=== Task goal ===
In the entries below, how many lines contain "grid"? Answer with the number and nothing else.

=== Source data ===
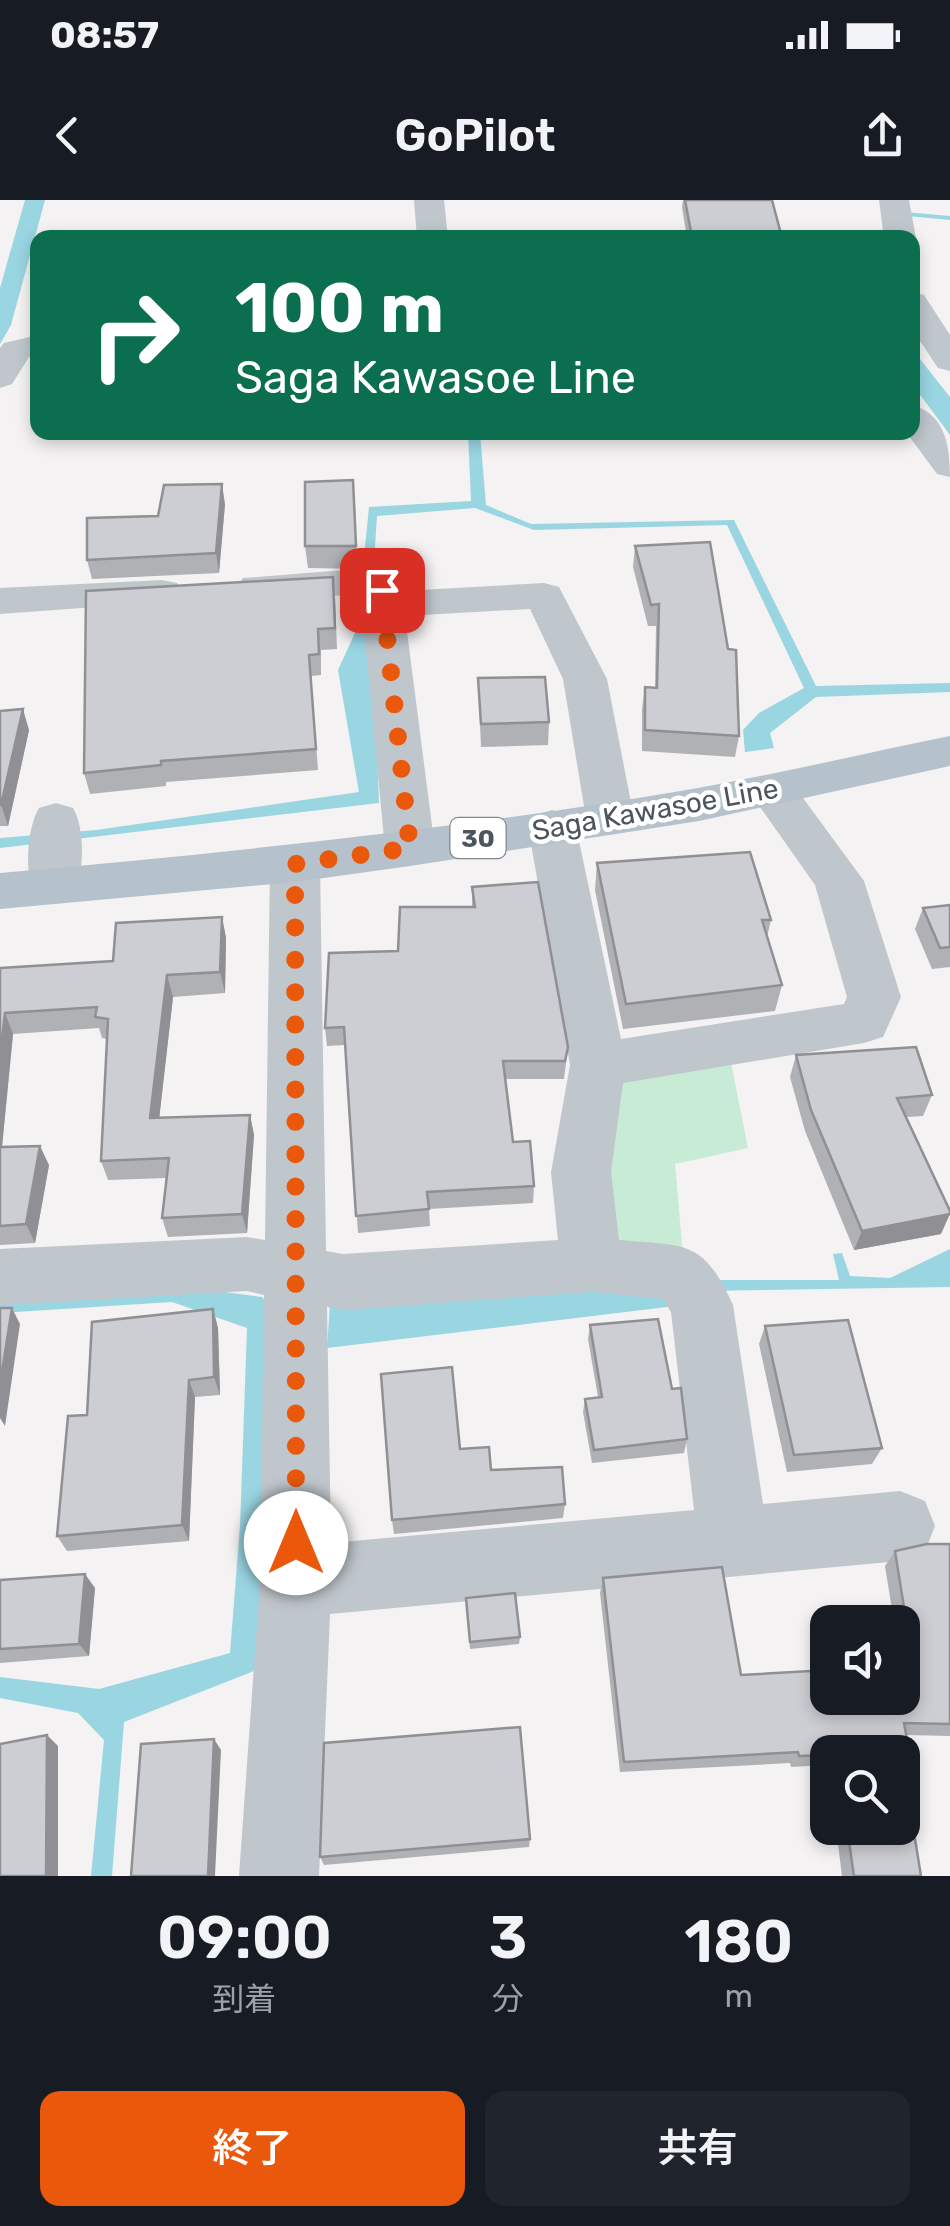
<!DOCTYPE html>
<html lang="ja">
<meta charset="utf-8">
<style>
:root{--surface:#171b24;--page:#20242c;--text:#f1f3f6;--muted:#9ea1a6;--accent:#ea580c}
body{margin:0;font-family:Rubik,"Noto Sans JP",sans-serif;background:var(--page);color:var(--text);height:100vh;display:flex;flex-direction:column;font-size:38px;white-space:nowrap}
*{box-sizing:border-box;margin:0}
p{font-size:32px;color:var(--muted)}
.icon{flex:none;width:55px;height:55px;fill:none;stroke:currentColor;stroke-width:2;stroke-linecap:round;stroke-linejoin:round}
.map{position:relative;height:1676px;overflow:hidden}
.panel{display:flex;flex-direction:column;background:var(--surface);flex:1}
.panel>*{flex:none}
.hud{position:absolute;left:30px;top:30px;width:890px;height:210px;border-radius:20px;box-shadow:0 5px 15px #0003;background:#0b6e4f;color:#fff;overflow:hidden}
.fabs{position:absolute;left:810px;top:1405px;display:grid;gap:20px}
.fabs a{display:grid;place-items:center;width:110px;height:110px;border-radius:20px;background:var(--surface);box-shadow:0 5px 15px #0003;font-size:50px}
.pin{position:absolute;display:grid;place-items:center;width:85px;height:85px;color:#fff;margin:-42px;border-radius:20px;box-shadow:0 5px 15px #0006}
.me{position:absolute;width:110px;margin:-55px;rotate:0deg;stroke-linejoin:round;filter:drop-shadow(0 0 8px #0008)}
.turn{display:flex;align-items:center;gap:35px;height:210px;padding:0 40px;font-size:45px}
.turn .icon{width:130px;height:130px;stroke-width:2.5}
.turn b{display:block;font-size:70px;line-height:85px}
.eta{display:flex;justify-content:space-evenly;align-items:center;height:170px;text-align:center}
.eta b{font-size:60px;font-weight:600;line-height:70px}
.primary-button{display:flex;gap:20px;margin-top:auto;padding:20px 40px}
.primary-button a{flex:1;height:115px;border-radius:20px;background:var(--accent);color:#fff;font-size:40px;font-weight:600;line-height:115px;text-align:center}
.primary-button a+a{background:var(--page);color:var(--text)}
.status{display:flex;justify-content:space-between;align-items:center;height:70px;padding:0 50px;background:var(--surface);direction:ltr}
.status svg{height:28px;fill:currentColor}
header{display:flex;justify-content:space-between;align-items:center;height:130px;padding:0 40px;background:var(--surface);font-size:45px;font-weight:600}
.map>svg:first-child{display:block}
.green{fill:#c7ebd4}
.water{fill:#9ad5e2}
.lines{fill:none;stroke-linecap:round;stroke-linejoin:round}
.stream{fill:#9ad5e2;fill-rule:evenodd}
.minor{fill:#bfc6cc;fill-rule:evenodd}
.major{fill:#b5c2cc;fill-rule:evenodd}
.wall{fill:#b0b1b5}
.shaded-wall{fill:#909094}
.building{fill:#cdced3;stroke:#909094;stroke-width:2.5}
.route{stroke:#ea580c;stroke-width:18;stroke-dasharray:0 32.4}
.labels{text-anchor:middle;stroke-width:9;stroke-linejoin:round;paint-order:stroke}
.shield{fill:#fff;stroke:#82888e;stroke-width:2.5}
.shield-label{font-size:25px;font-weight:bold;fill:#4c555d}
.street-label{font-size:28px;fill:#4c555d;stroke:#fff}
</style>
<div class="status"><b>08:57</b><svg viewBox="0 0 49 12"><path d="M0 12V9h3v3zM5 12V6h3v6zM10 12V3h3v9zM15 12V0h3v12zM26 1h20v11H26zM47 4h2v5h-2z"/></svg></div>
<header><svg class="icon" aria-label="back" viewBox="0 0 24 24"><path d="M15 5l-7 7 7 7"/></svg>GoPilot<svg class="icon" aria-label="share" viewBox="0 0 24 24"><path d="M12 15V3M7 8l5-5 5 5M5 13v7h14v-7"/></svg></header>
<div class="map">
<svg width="950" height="1676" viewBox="0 0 950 1676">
<rect width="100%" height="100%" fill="#f4f2f2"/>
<polygon class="green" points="729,853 748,948 675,964 683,1056 612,1056 598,977 613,874"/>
<g class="water">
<polygon points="25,0 45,0 11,125 0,144 0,88"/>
<polygon points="912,149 950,197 950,235 921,196 913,192"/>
<polygon points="468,233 480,233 486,305 531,324 734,320 816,486 950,483 950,492 816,497 770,533 774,548 745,552 743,530 759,513 804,488 727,325 534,330 475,308 377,316 373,378 362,377 369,307 471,301"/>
<polygon points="359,395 371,397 379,603 0,648 0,638 96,630 359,592 338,470 359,424"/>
<polygon points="950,1049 950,1087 704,1091 667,1107 327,1148 330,1103 696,1080 839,1080 833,1054 842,1053 850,1076 890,1078"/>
<polygon points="181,1086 262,1097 276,1111 262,1468 124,1522 112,1676 91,1676 104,1540 78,1513 0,1498 0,1477 99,1489 230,1453 240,1326 247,1128 172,1102 0,1113 0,1098"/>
</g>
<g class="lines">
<polygon class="stream" points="905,12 950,16 950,20 908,16 905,16"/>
<g class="minor">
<polygon points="414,0 444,0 448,38 417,38"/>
<polygon points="879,0 909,0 916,38 912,42 912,38 884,38"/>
<polygon points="912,92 924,95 950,135 950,171 938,168 912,129"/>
<polygon points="38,135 38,155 29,157 12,184 0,188 0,148 4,143"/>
<path d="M912,205C946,214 950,248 950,277L937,274L906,232H912Z"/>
<path d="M344,370L396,381L402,391L544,383L559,387L607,479L634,618L627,630L610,635L593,630L586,618L563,479L530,409L405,416L435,649L427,661L410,666L393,661L385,649L361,398C322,390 282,405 243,396L237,387L243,378Z"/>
<polygon points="162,380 177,383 183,392 177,401 0,414 0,388"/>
<path d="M772,574L789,579L864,681L901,797L883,837L864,843L623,883L611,972L619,1040C686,1046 703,1039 733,1105L763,1304L900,1291L925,1301L935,1326L925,1351L900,1361L330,1414L319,1676H239L260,1382L264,1095L247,1091L0,1105V1049L247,1037L265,1040L270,664L277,651L295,646L313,651L320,664L326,1051L343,1054L558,1040L551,972L570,865L528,627L535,615L552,610L569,615L576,627L621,839L844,804L847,797L815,685L748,590L755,579ZM591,1092L663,1099L671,1112L694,1310L331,1343L327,1107L343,1110Z"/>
<path d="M56,603L73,608C86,630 84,677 72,699L54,704L36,699C24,677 26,630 39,608Z"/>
</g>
<path class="major" d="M950,536V566L699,621L410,666L295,682L0,709V673C234,652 467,628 698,588C782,573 866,553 950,536Z"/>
</g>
<g class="wall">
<polygon points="683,0 772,0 782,38 687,38 682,7"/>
<polygon points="355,302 357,369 308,368 305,346"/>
<polygon points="225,304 219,373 92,379 87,360 158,316"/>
<polygon points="635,346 739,536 735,557 642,551 642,509 645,487 655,488 656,426 648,426 633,367"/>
<polygon points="335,398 337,449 321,450 321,475 311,476 318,570 166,582 166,586 90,594 84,573"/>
<polygon points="478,478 549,522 548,545 481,547"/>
<polygon points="0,511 29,530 8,626 0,626"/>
<polygon points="597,663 771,720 767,737 782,785 775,811 623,829 595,690"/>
<polygon points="472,687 568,847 564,879 505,879 513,942 534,986 533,1003 429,1009 430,1026 358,1033 345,845 327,846 325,828 398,751 472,707"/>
<polygon points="950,705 950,767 932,769 915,729 923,708"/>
<polygon points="222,717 226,738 225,793 173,797 159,918 250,915 254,935 247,1033 168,1037 162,1018 166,978 108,980 101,961 107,839 102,838 99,828 13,834 2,947 49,965 35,1043 0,1045 0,768 113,761"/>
<polygon points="796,855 932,895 923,916 906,917 941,1034 854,1050 805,931 790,877"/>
<polygon points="213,1109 218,1128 220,1195 195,1197 189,1341 67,1351 57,1336 87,1215"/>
<polygon points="590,1125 672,1189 687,1239 684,1253 592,1263 583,1212 585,1199 598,1197 588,1139"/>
<polygon points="765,1126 882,1248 872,1264 787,1272 759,1144"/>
<polygon points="460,1249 491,1270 565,1304 563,1318 394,1334 392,1320"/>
<polygon points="950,1344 950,1536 906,1535 909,1550 902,1557 902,1552 828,1552 828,1566 827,1565 791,1567 790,1563 620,1572 600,1393 603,1378 741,1475 902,1498 902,1422 894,1422 885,1366 895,1351"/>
<polygon points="0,1380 95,1388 89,1456 0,1463"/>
<polygon points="466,1405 520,1437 519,1444 470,1449"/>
<polygon points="836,1628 902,1628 921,1676 842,1676"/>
<polygon points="530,1639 529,1647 324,1665 320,1657"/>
</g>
<g class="shaded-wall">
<polygon points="222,284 225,304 219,373 216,353"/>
<polygon points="23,509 29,530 8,626 1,605"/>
<polygon points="222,717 226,738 225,793 220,772"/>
<polygon points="167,775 173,797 157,938 150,918"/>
<polygon points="5,813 13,834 0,967 0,857"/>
<polygon points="250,915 254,935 247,1033 242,1014"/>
<polygon points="40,946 49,965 35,1043 26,1024"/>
<polygon points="950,1014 941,1034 854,1050 862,1031"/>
<polygon points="12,1108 20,1124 5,1226 0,1218 0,1184"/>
<polygon points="213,1109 218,1128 220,1195 214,1177"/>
<polygon points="189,1180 195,1197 189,1341 182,1325"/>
<polygon points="85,1374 95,1388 89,1456 79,1444"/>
<polygon points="47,1535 58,1546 58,1676 46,1676"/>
<polygon points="214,1539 221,1550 215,1676 208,1676"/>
</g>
<g class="building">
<polygon points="685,0 772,0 782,38 692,37"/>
<polygon points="353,280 356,346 305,346 305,282"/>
<polygon points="222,284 216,353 87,360 87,318 158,316 164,285"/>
<polygon points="710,342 728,449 736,450 739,536 645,530 645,487 657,488 659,404 651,405 635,346"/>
<polygon points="333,377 335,428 318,429 319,454 309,455 316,549 161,561 161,565 84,573 86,391"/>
<polygon points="545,477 549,522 481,524 478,478"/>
<polygon points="23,509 1,605 0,605 0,511"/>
<polygon points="750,652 771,720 762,720 782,785 626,804 597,663"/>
<polygon points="538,682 568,847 565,861 503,861 513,942 530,941 534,986 427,992 429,1009 356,1016 344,827 325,828 329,753 398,751 400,707 475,707 472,687"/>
<polygon points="950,705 950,747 940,748 923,708"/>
<polygon points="222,717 220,772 167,775 150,918 250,915 242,1014 162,1018 169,958 101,961 108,819 95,817 97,807 5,813 0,857 0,768 113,761 116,723"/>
<polygon points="916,847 932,895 897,898 950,1011 950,1014 862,1031 811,910 796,855"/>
<polygon points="40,946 26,1024 0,1026 0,947"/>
<polygon points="0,1108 12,1108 0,1184"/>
<polygon points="213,1109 214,1177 189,1180 182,1325 57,1336 68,1216 87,1215 92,1122"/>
<polygon points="658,1119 672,1189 681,1188 687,1239 594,1250 585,1199 602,1197 590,1125"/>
<polygon points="848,1120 882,1248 794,1255 765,1126"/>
<polygon points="452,1167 460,1249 489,1247 491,1270 562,1267 565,1304 392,1320 381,1174"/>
<polygon points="927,1344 950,1344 950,1524 904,1523 909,1550 901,1551 901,1552 828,1552 828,1555 799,1556 798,1552 624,1562 603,1378 722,1367 741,1475 828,1470 828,1498 902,1498 902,1465 913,1464 895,1351"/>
<polygon points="85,1374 79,1444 0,1449 0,1380"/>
<polygon points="515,1393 520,1437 470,1442 466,1398"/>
<polygon points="520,1527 530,1639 320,1657 324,1543"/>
<polygon points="47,1535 46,1676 0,1676 0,1544"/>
<polygon points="214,1539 208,1676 131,1676 141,1544"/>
<polygon points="902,1559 921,1676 854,1676 847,1628 902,1628"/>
</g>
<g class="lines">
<polyline class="route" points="296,1343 295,664 410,648 382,390"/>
</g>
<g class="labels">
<rect class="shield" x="450.5" y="618" width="55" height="40" rx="8"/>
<g class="shield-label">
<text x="478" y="647">30</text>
</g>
<g class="street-label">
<text transform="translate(655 609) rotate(-10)" y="10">Saga Kawasoe Line</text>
</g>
</g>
</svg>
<div class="fabs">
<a><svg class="icon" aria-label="sound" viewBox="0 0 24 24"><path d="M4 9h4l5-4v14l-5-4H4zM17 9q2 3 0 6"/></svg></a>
<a><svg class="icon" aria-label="search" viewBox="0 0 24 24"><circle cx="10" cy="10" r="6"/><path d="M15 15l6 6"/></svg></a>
</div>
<div class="pin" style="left:382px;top:390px;background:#d93025"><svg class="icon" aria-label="arrive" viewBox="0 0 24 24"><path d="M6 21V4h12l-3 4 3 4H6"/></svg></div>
<svg class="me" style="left:296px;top:1343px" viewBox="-20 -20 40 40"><circle r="19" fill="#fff"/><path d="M0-13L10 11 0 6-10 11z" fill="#ea580c"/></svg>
<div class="hud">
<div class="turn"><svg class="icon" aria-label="right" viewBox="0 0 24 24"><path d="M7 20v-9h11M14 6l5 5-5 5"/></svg><div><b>100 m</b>Saga Kawasoe Line</div></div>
</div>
</div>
<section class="panel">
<div class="eta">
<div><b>09:00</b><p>到着</p></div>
<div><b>3</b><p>分</p></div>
<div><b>180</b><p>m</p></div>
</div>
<div class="primary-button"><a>終了</a><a>共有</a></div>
</section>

=== Answer space ===
3